YOUR OBJECTIVE - Transcribe the records in full, keeping every character as it is.

GIVEN INFORMATION -
# # # # #
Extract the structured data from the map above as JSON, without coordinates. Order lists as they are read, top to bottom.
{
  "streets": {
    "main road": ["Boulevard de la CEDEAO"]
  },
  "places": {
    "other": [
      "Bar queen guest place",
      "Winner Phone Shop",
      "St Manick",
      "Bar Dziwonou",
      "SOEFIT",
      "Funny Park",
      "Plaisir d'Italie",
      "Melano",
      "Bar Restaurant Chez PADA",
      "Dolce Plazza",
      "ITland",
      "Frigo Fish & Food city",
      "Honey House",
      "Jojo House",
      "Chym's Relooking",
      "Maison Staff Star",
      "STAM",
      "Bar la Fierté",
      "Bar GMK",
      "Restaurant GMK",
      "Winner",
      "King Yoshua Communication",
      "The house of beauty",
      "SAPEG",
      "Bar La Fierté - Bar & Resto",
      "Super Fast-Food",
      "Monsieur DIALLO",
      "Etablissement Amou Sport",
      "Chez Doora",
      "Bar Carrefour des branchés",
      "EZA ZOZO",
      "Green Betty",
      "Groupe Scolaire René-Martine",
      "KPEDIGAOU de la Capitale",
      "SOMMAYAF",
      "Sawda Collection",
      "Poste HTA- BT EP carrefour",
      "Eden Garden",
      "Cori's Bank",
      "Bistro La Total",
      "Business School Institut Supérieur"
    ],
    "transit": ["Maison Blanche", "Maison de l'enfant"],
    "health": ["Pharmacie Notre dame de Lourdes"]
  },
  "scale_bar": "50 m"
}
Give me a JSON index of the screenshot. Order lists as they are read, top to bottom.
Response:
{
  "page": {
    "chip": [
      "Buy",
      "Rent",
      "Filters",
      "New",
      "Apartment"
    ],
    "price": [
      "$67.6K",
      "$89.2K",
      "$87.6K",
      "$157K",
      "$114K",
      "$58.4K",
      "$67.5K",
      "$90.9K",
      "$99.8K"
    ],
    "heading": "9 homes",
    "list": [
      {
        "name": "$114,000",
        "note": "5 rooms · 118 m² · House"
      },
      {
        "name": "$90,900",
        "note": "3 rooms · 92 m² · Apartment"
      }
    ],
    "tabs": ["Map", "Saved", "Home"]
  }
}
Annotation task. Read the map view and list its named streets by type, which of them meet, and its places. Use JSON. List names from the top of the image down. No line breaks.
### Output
# # # # #
YOUR SOLUTION -
Extract the structured data from the map above as JSON, without coordinates. Order lists as they are read, top to bottom.
{
  "streets": {
    "main road": ["Boulevard de la CEDEAO"]
  },
  "places": {
    "other": [
      "Bar queen guest place",
      "Winner Phone Shop",
      "St Manick",
      "Bar Dziwonou",
      "SOEFIT",
      "Funny Park",
      "Plaisir d'Italie",
      "Melano",
      "Bar Restaurant Chez PADA",
      "Dolce Plazza",
      "ITland",
      "Frigo Fish & Food city",
      "Honey House",
      "Jojo House",
      "Chym's Relooking",
      "Maison Staff Star",
      "STAM",
      "Bar la Fierté",
      "Bar GMK",
      "Restaurant GMK",
      "Winner",
      "King Yoshua Communication",
      "The house of beauty",
      "SAPEG",
      "Bar La Fierté - Bar & Resto",
      "Super Fast-Food",
      "Monsieur DIALLO",
      "Etablissement Amou Sport",
      "Chez Doora",
      "Bar Carrefour des branchés",
      "EZA ZOZO",
      "Green Betty",
      "Groupe Scolaire René-Martine",
      "KPEDIGAOU de la Capitale",
      "SOMMAYAF",
      "Sawda Collection",
      "Poste HTA- BT EP carrefour",
      "Eden Garden",
      "Cori's Bank",
      "Bistro La Total",
      "Business School Institut Supérieur"
    ],
    "transit": ["Maison Blanche", "Maison de l'enfant"],
    "health": ["Pharmacie Notre dame de Lourdes"]
  },
  "scale_bar": "50 m"
}
Give me a JSON index of the screenshot. Order lists as they are read, top to bottom.
Response:
{
  "page": {
    "chip": [
      "Buy",
      "Rent",
      "Filters",
      "New",
      "Apartment"
    ],
    "price": [
      "$67.6K",
      "$89.2K",
      "$87.6K",
      "$157K",
      "$114K",
      "$58.4K",
      "$67.5K",
      "$90.9K",
      "$99.8K"
    ],
    "heading": "9 homes",
    "list": [
      {
        "name": "$114,000",
        "note": "5 rooms · 118 m² · House"
      },
      {
        "name": "$90,900",
        "note": "3 rooms · 92 m² · Apartment"
      }
    ],
    "tabs": ["Map", "Saved", "Home"]
  }
}
Annotation task. Read the map view and list its named streets by type, which of them meet, and its places. Use JSON. List names from the top of the image down. No line breaks.
### Output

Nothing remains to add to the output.